Surg Endosc. 2021 Feb;35(2):860-871. doi: 10.1007/s00464-020-07458-y. Epub 2020 Feb 19.
The potential advantages of laparoscopic gastrectomy (LG) compared with open gastrectomy (OG) for Siewert type II/III adenocarcinoma of the esophagogastric junction (AEG) have not been fully clarified. The aim of this meta-analysis was to evaluate the safety and efficacy of LG for Siewert type II/III AEG, compared with OG.
A comprehensive search was performed in various medical databases up to December 30, 2018. Seven non-randomized controlled trials comparing LG and OG for Siewert type II/III AEG were included. Outcomes evaluated including operation time, estimated blood loss, number of retrieved lymph nodes (LNs), post-operation complications, postoperative hospital stay, time to first flatus, time to ambulation, and overall survival (OS).
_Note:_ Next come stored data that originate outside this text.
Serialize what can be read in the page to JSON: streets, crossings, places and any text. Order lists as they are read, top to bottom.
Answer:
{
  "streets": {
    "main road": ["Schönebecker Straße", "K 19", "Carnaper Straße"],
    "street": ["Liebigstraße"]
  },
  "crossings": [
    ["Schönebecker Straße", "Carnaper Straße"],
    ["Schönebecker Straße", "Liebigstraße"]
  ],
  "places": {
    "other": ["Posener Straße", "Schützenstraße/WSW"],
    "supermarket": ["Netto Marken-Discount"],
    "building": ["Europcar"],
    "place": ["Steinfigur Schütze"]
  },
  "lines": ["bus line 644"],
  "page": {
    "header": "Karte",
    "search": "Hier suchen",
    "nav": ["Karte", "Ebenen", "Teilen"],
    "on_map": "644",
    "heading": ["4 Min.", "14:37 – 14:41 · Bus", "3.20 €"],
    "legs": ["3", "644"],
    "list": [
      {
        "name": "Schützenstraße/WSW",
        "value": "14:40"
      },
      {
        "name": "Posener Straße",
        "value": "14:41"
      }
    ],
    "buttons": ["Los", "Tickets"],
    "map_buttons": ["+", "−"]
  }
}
Seven studies of 1915 patients were included for meta-analysis. The estimated blood loss [weighted mean difference (WMD) = - 77.49, 95%CI - 111.84 to - 43.15; P < 0.00001] was significantly less and the postoperative hospital stay (WMD = - 1.98, 95%CI - 2.14 to - 1.83; P < 0.00001) was significantly shorter in the LG group than in the OG group, while the operation time, number of retrieved LNs, time to first flatus, and time to ambulation showed no significant difference between LG and OG groups. The overall postoperative complications [odds ratio (OR) 0.78, 95%CI 0.60-1.02; P = 0.07] in LG group were less than those in OG group, although the difference was not significant between the two groups.
LG can achieve short-term surgical outcomes comparable to OG, with respect to safety and efficiency in treatment of Siewert type II/III AEG.
腹腔镜胃切除术(LG)与开放胃切除术(OG)相比,在治疗食管胃交界部(AEG)Siewert Ⅱ/Ⅲ型腺癌方面具有潜在优势,但尚未完全阐明。本荟萃分析旨在评估 LG 治疗 Siewert Ⅱ/Ⅲ型 AEG 的安全性和有效性,与 OG 相比。
我们在各种医学数据库中进行了全面搜索,截至 2018 年 12 月 30 日。纳入了 7 项比较 LG 和 OG 治疗 Siewert Ⅱ/Ⅲ型 AEG 的非随机对照试验。评估的结果包括手术时间、估计出血量、淋巴结清扫数量(LNs)、术后并发症、术后住院时间、首次排气时间、首次下床时间和总生存期(OS)。
纳入 7 项研究共 1915 例患者进行荟萃分析。LG 组的估计出血量[加权均数差(WMD)=-77.49,95%CI -111.84 至 -43.15;P<0.00001]明显减少,术后住院时间(WMD=-1.98,95%CI -2.14 至 -1.83;P<0.00001)明显缩短,而手术时间、淋巴结清扫数量、首次排气时间和首次下床时间在 LG 组和 OG 组之间无显著差异。LG 组的总体术后并发症[比值比(OR)0.78,95%CI 0.60-1.02;P=0.07]低于 OG 组,尽管两组之间的差异无统计学意义。
LG 可以在 Siewert Ⅱ/Ⅲ型 AEG 的治疗中达到与 OG 相当的短期手术效果,在安全性和效率方面具有优势。